Viele Menschen wünschen sich, umweltbewusster zu reisen – doch bei der Buchung gewinnt oft das günstigste oder bequemste Angebot. Studien zeigen: Die Kluft zwischen nachhaltiger Haltung und tatsächlichem Verhalten ist groß. Diese Diskrepanz zwischen dem, was Menschen sagen, und dem, was sie tatsächlich tun, beschreibt der sogenannte „Say-Do Gap“.
Laut dem Bridging the Gap Report (WTTC & YouGov, 2025) bezeichnen sich über 60 Prozent der Befragten als umweltbewusst, doch nur rund 20 Prozent berücksichtigen Nachhaltigkeit bei ihren Reiseentscheidungen. Ein Muster, das auch andere Studien bestätigen – darunter der Bericht Nachhaltigkeit bei Urlaubsreisen 2024 des Umweltbundesamts. So geben zwei Drittel der Deutschen an, Nachhaltigkeit bei Reisen positiv gegenüberzustehen, aber nur bei 3 % der Urlaubsreisen (länger als fünf Tage) war Nachhaltigkeit das ausschlaggebende Buchungskriterium, und bei 17 % ein Aspekt von mehreren.

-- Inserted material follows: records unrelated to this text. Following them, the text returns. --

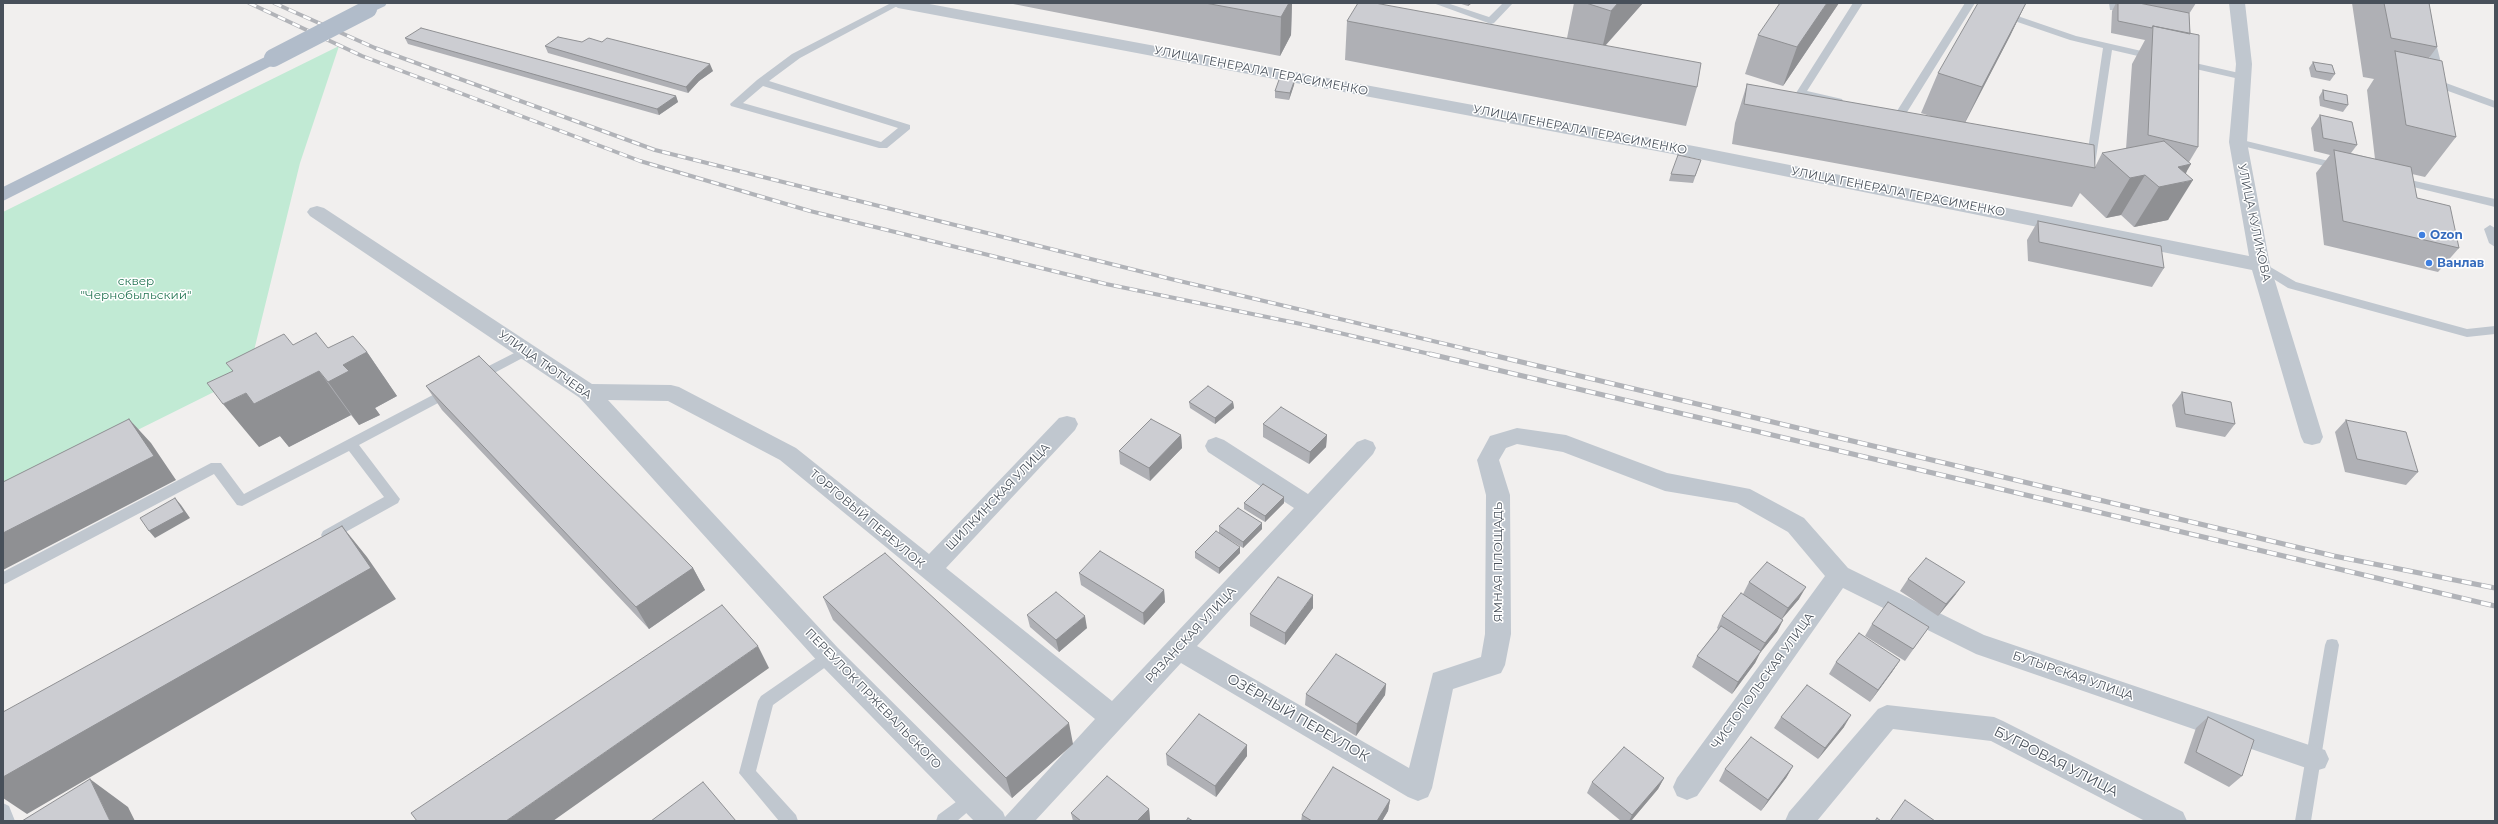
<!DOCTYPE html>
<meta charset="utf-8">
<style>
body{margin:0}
#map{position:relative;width:2498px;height:824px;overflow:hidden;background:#f1efee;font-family:Montserrat,sans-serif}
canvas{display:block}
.frame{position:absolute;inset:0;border:4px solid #48505a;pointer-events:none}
</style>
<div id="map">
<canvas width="2498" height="824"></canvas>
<div class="frame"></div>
</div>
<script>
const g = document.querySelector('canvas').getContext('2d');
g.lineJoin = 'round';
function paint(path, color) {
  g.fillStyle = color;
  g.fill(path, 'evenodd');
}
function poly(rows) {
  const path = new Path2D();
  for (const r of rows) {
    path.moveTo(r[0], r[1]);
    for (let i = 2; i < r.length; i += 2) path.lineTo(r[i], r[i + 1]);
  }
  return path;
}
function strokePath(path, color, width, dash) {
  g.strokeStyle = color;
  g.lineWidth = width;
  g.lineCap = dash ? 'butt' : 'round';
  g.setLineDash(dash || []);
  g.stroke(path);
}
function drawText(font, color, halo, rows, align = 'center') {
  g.font = font + ' Montserrat,sans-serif';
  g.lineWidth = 3;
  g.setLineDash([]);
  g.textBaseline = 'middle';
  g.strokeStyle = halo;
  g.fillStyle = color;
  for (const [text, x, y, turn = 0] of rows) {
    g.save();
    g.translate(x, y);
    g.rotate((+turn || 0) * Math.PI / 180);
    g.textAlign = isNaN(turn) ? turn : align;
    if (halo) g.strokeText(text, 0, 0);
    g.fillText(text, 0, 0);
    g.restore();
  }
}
const green = poly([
 [339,46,300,163,248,375,3,497,3,212]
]);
const lane = poly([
 [891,3,903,3,800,58,769,81,910,125,910,129,887,148,879,148,731,106,730,104,757,80,792,54,891,3],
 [763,86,898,128,881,142,743,103,763,86],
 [1433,3,1447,3,1489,17,1503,3,1513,3,1494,23,1491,24,1433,3],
 [1853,3,1863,3,1807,91,1842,99,1843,101,1838,104,1797,95,1796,93,1853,3],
 [1965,3,1975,3,1904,117,1882,114,1882,110,1886,109,1897,111,1965,3],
 [2109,3,2119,3,2116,10,2110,10,2109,3],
 [2416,3,2426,3,2446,83,2495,101,2495,108,2437,87,2416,3],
 [2003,11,2076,36,2159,55,2160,57,2155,60,2112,50,2095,165,2091,166,2086,163,2103,48,2070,40,2000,16,2000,12,2003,11],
 [2182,60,2248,75,2249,77,2244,80,2178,65,2177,63,2182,60],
 [2238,139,2345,165,2346,167,2341,170,2234,144,2233,142,2238,139],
 [2397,177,2495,199,2495,207,2393,182,2393,178,2397,177],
 [2490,225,2495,228,2495,247,2489,243,2484,229,2490,225],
 [2260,261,2296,282,2467,329,2495,326,2495,334,2467,337,2288,288,2256,268,2254,265,2256,262,2260,261],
 [526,347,530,348,532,351,530,354,481,380,473,380,471,377,473,374,526,347],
 [450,386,456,391,455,394,359,445,400,499,398,503,333,539,328,541,323,539,321,535,323,531,384,497,349,451,242,506,237,505,214,474,3,585,3,572,211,463,221,463,244,494,450,386],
 [2332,639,2337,640,2339,645,2311,821,2295,821,2325,645,2327,640,2332,639],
 [829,649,834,651,837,656,834,661,773,705,756,771,796,815,798,821,779,821,739,773,758,701,761,696,829,649],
 [971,791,977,794,979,799,977,804,957,821,936,821,938,815,971,791],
 [3,803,9,806,15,821,3,821,3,803]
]);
const street = poly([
 [890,3,924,3,1699,147,2249,256,2229,142,2236,64,2229,3,2245,3,2252,64,2247,142,2270,265,2323,437,2320,443,2312,445,2304,443,2301,437,2252,270,1699,159,898,8,890,3],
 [317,206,324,208,592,384,671,385,679,387,796,448,929,554,1059,418,1067,416,1075,418,1078,424,1075,430,946,568,1112,701,1294,508,1208,452,1205,446,1208,440,1216,437,1224,440,1308,494,1357,442,1365,439,1373,442,1376,448,1373,454,1197,646,1409,768,1433,673,1481,657,1485,634,1486,495,1477,460,1490,436,1517,428,1566,435,1667,473,1750,489,1804,518,1848,568,1984,635,2315,747,2325,750,2329,759,2325,768,2315,771,1976,654,1843,588,1697,796,1687,800,1677,796,1673,787,1677,778,1825,576,1788,532,1737,503,1665,491,1563,452,1517,444,1506,448,1499,460,1510,495,1511,634,1505,665,1501,673,1453,689,1432,788,1428,797,1418,801,1408,797,1181,663,1035,821,974,821,820,664,580,398,310,216,307,212,310,208,317,206],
 [608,400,668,401,780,460,1095,719,1005,817,1003,812,838,648,608,400],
 [1887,705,1994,717,2003,721,2183,812,2187,821,2145,821,1991,741,1893,729,1817,821,1785,821,1789,812,1878,709,1887,705]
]);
const primary = poly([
 [367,3,387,3,385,6,368,14,360,9,367,3],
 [273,53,279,54,281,58,279,62,3,201,3,187,273,53]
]);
const railFar1 = poly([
 [249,3,362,56,640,161,810,211,1106,284,1301,324,1434,355],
 [274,3,375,48,655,150,1171,279,1492,355]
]);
const rail = poly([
 [1430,354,2495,606],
 [1488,354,2334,556,2495,588]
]);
const primaryBridge = poly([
 [273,58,368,9]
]);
const wall = poly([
 [1008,3,1292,3,1291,35,1280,56],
 [1458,3,1472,3,1468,6],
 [1574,3,1643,3,1606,45,1697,87,1686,126,1345,60,1347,21,1569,39,1567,38],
 [1839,3,1783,86,1745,74,1758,35],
 [2026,3,2010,36,1965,123,2095,167,2102,153,2126,149,2132,64,2145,40,2111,33,2112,11,2116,3,2139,3,2147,5,2147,3,2196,3,2189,14,2198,147,2189,162,2186,174,2168,220,2134,227,2121,215,2106,218,2080,193,2072,207,1732,144,1735,123,1747,84,1936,118,1921,113,1938,73],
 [2352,3,2429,3,2437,47,2429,58,2456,137,2425,177,2412,174,2417,198,2459,248,2438,272,2324,245,2316,173,2330,155,2314,151,2311,128,2320,115,2357,145,2351,153,2375,159,2367,90,2374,79,2363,77],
 [405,38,676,96,678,102,659,115,408,44],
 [582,42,602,42,713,71,699,81,688,93,548,53,545,46],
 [2313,62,2335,74,2330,81,2311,77,2309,68],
 [1295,79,1294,85,1289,100,1275,98,1275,91],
 [2323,90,2348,105,2343,112,2320,106,2319,97],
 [1701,160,1693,183,1669,181,1671,174],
 [2038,221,2164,268,2152,287,2028,261,2027,240],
 [293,345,367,352,397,396,375,408,380,415,359,425,351,415,289,447,280,436,259,447],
 [426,386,693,568,705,590,649,629,442,410],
 [2182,392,2235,424,2225,437,2176,427,2172,405],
 [1189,402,1233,402,1234,408,1215,424,1190,408],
 [2346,420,2418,472,2406,485,2345,472,2335,432],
 [1263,424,1327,435,1326,447,1309,464,1263,437],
 [1181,435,1182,448,1150,481,1120,464,1119,451],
 [1284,497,1284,503,1265,522,1244,509,1244,503],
 [1219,526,1262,529,1243,548,1219,533],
 [1240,547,1240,553,1219,574,1195,558,1195,552],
 [1079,573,1164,590,1165,602,1144,625,1081,585],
 [1908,579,1956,594,1938,616,1900,591],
 [1749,582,1799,599,1782,619,1783,620,1777,632,1760,653,1755,663,1732,694,1692,667,1697,656,1718,629,1717,628,1722,616,1743,594],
 [823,597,1073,744,1012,798,833,620],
 [1313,608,1285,645,1250,626,1250,614],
 [1027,615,1087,628,1059,652,1030,627],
 [1872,624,1929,627,1905,661,1865,636],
 [1900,660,1892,672,1870,702,1829,674,1836,662],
 [1386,684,1385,695,1356,736,1305,705,1306,694],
 [1781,717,1844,727,1818,759,1774,728],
 [2208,717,2242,776,2229,787,2184,763,2196,728],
 [1247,745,1247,756,1216,797,1167,765,1166,754],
 [1793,766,1786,778,1761,811,1719,781,1725,769],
 [1664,778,1658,789,1631,821,1621,821,1587,793,1592,782],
 [1390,800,1388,811,1382,821,1301,821,1302,815],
 [1149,809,1150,820,1149,821,1073,821,1071,813]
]);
const shadedWall = poly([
 [1289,3,1292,3,1291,35,1280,56,1281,17],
 [1469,3,1472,3,1468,6],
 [1618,3,1643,3,1602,49,1611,11],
 [1827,3,1839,3,1783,86,1797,47],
 [2026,3,2010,36,1963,126,1982,87],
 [710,64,713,71,699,81,688,93,686,87,697,75],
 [1295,79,1294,85,1289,100,1290,93],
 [676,96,678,102,659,115,657,109],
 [2191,164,2180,183,2193,180,2168,220,2134,227,2159,187,2178,167],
 [2145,175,2121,215,2106,218,2130,178],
 [367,352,397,396,375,408,380,415,359,425,328,382,343,365],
 [319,371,351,415,289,447,280,436,259,447,223,404,246,393],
 [1233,402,1234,408,1215,424,1215,418],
 [129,419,151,443,176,480,3,570,3,533],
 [1181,435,1182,448,1150,481,1149,468],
 [1327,435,1326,447,1309,464,1310,452],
 [1284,497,1284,503,1265,522,1265,516],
 [175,498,181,505,190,518,155,538,149,531],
 [1262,523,1262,529,1243,548,1243,542],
 [342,526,367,557,396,599,27,814,3,798,3,777],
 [1240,547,1240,553,1219,574,1219,568],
 [693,568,705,590,649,629,636,607],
 [1965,582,1956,594,1938,616,1946,604],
 [1806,587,1799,599,1781,620,1788,608],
 [1164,590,1165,602,1144,625,1143,613],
 [1313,595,1313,608,1285,645,1285,633],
 [1085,616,1087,628,1059,652,1056,640],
 [1783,620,1777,632,1760,653,1755,663,1732,694,1738,682,1759,653,1765,643],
 [758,646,769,668,553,821,506,821],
 [1900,660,1892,672,1870,702,1878,690],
 [1386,684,1385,695,1356,736,1357,724],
 [1851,715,1844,727,1818,759,1825,748],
 [1069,723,1073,744,1012,798,1006,778],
 [1247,745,1247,756,1216,797,1215,786],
 [1793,766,1786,778,1761,811,1768,800],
 [1664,778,1658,789,1631,821,1629,821,1632,815],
 [90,779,128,807,135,821,110,821],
 [1390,800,1388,811,1382,821,1377,821],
 [1149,809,1150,820,1149,821,1137,821]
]);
const building = poly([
 [1205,3,1289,3,1281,17,1205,3],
 [1358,3,1375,3,1701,63,1697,87,1347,21,1358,3],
 [1586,3,1618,3,1611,11,1586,3],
 [1780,3,1827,3,1797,47,1758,35,1780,3],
 [1978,3,2026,3,1982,87,1938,73,1978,3],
 [2118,3,2139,3,2189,13,2190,34,2153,26,2152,28,2118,21,2118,3],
 [2384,3,2429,3,2437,47,2391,38,2384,3],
 [2153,26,2199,35,2198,147,2148,135,2153,26],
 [421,28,676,96,657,109,405,38,421,28],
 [558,37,582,42,589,38,602,42,607,38,710,64,697,75,686,87,545,46,558,37],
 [2395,51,2442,61,2456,137,2406,125,2395,51],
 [2313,62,2332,65,2335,74,2316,71,2313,62],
 [1280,77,1295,79,1290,93,1275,91,1280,77],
 [1747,84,2094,145,2095,168,1744,104,1747,84],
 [2323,90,2347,95,2348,105,2324,100,2323,90],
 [2320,115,2352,122,2357,145,2323,138,2320,115],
 [2164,141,2191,164,2178,167,2193,180,2159,187,2145,175,2130,178,2102,153,2164,141],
 [2334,150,2411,167,2417,198,2450,206,2459,248,2343,221,2334,150],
 [1678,155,1701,160,1695,176,1671,174,1678,155],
 [2038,221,2161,246,2164,268,2039,242,2038,221],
 [316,333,328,348,353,336,367,352,343,365,349,371,328,382,319,371,254,404,246,393,223,404,207,383,233,371,226,363,284,334,293,345,316,333],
 [479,356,693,568,636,607,426,386,479,356],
 [1208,386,1233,402,1215,418,1189,402,1208,386],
 [2182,392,2231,402,2235,424,2185,414,2182,392],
 [1281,407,1327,435,1310,452,1263,424,1281,407],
 [129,419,154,456,3,533,3,482,129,419],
 [1151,419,1181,435,1149,468,1119,451,1151,419],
 [2346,420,2406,432,2418,472,2357,459,2346,420],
 [1263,484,1284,497,1265,516,1244,503,1263,484],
 [175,498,184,512,149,531,140,518,175,498],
 [1238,508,1262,523,1243,542,1219,526,1238,508],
 [342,526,371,568,3,777,3,712,342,526],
 [1216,531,1240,547,1219,568,1195,552,1216,531],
 [1100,551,1164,590,1143,613,1079,573,1100,551],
 [885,553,1069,723,1006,778,823,597,885,553],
 [1926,558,1965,582,1946,604,1908,579,1926,558],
 [1767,562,1806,587,1788,608,1749,582,1767,562],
 [1278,577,1313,595,1285,633,1250,614,1278,577],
 [1056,592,1085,616,1056,640,1027,615,1056,592],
 [1741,593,1783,620,1765,643,1722,616,1741,593],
 [1888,602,1929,627,1913,649,1872,624,1888,602],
 [722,605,758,646,506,821,417,821,411,813,722,605],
 [1721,626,1761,651,1738,682,1697,656,1721,626],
 [1859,633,1900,660,1878,690,1836,662,1859,633],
 [1336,654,1386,684,1357,724,1306,694,1336,654],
 [1807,685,1851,715,1825,748,1781,717,1807,685],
 [1199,714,1247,745,1215,786,1166,754,1199,714],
 [2208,717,2254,740,2242,776,2196,752,2208,717],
 [1751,737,1793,766,1768,800,1725,769,1751,737],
 [1624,747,1664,778,1632,815,1592,782,1624,747],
 [1333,767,1390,800,1377,821,1312,821,1302,815,1333,767],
 [1107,776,1149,809,1137,821,1081,821,1071,813,1107,776],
 [90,779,110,821,22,821,90,779],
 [703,782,736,821,651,821,703,782],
 [1905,800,1935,821,1890,821,1905,800],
 [1188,818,1193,821,1186,821,1188,818],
 [1877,818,1881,821,1875,821,1877,818]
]);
const markers = [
 [2422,235,4,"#3f7fe0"],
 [2429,263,4,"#3f7fe0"]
];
const streetNames = [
 ["УЛИЦА ГЕНЕРАЛА ГЕРАСИМЕНКО",1261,71,11],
 ["УЛИЦА ГЕНЕРАЛА ГЕРАСИМЕНКО",1580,130,11],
 ["УЛИЦА ГЕНЕРАЛА ГЕРАСИМЕНКО",1898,192,11],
 ["УЛИЦА КУЛИКОВА",2254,223,78],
 ["УЛИЦА ТЮТЧЕВА",545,365,35],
 ["ШИЛКИНСКАЯ УЛИЦА",998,497,-46],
 ["ТОРГОВЫЙ ПЕРЕУЛОК",867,519,40],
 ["ЯМНАЯ ПЛОЩАДЬ",1498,562,-90],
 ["РЯЗАНСКАЯ УЛИЦА",1191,635,-47],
 ["БУТЫРСКАЯ УЛИЦА",2073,676,19],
 ["ЧИСТОПОЛЬСКАЯ УЛИЦА",1763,681,-54],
 ["ПЕРЕУЛОК ПРЖЕВАЛЬСКОГО",873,699,46]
];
const shopNames = [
 ["Ozon",2430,235],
 ["Ванлав",2437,263]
];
const parkNames = [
 ["сквер",136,281],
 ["\"Чернобыльский\"",136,295]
];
const nearStreetnames = [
 ["ОЗЁРНЫЙ ПЕРЕУЛОК",1298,718,30],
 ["БУГРОВАЯ УЛИЦА",2056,762,27]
];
paint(green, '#c1ead4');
paint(lane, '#c0c7cf');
paint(street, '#c0c7cf');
paint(primary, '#b1bcca');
strokePath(railFar1, '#b1b3b8', 4);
strokePath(rail, '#b1b3b8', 5);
strokePath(railFar1, '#fff', 2.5, [8]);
strokePath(rail, '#fff', 3.5, [10]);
strokePath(primaryBridge, '#b1bcca', 18);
paint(wall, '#afb0b5');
paint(shadedWall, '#8f9093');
paint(building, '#cccdd2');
strokePath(building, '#8f9093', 1);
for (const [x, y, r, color] of markers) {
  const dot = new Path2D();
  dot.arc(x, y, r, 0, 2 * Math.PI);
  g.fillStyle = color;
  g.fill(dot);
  strokePath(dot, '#fff', 1.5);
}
drawText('12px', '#48505a', '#fff', streetNames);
drawText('bold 12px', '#366cbe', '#fff', shopNames, 'left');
drawText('12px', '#217351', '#fff', parkNames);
drawText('14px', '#48505a', '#fff', nearStreetnames);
</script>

Warum Anspruch und Realität so weit auseinander liegen
- Preis und Bequemlichkeit haben Vorrang
Selbst engagierte Zielgruppen wie die „Hopeful Worriers“ (siehe rechte Spalte) aus der WTTC-Studie setzen Nachhaltigkeit erst an dritter Stelle nach Kosten und Qualität. Bei den skeptischeren Gruppen wie den Climate Change Agnostics ist sie praktisch bedeutungslos. Der finanzielle Aufwand und die vermeintlich geringere Auswahl nachhaltiger Angebote bremsen den guten Willen aus. - Fehlendes Vertrauen und unklare Informationen
Laut einer Studie von Trip.com wissen 43 % der Befragten nicht, was eine nachhaltige Reiseoption überhaupt bedeutet; 27 % empfinden Nachhaltigkeitslabels als zu unübersichtlich. Wenn Glaubwürdigkeit fehlt, fällt es schwer, bewusste Entscheidungen zu treffen. - Verantwortung wird bei anderen gesehen
Die große Mehrheit der Reisenden sieht die Hauptverantwortung für mehr Nachhaltigkeit bei den großen Unternehmen und der nationalen Regierung. Knapp drei Viertel fordern hier aktives Handeln. Individuen schreiben sich selbst zwar auch eine Rolle zu, erwarten aber vor allem von Institutionen, dass sie den Rahmen für nachhaltiges Verhalten schaffen. - Fehlender persönlicher Nutzen
Menschen handeln nachhaltiger, wenn sie den direkten Vorteil spüren – etwa Gesundheit, Komfort oder finanzielle Ersparnis. Bleibt Nachhaltigkeit moralisch, aber abstrakt, verliert sie an Überzeugungskraft.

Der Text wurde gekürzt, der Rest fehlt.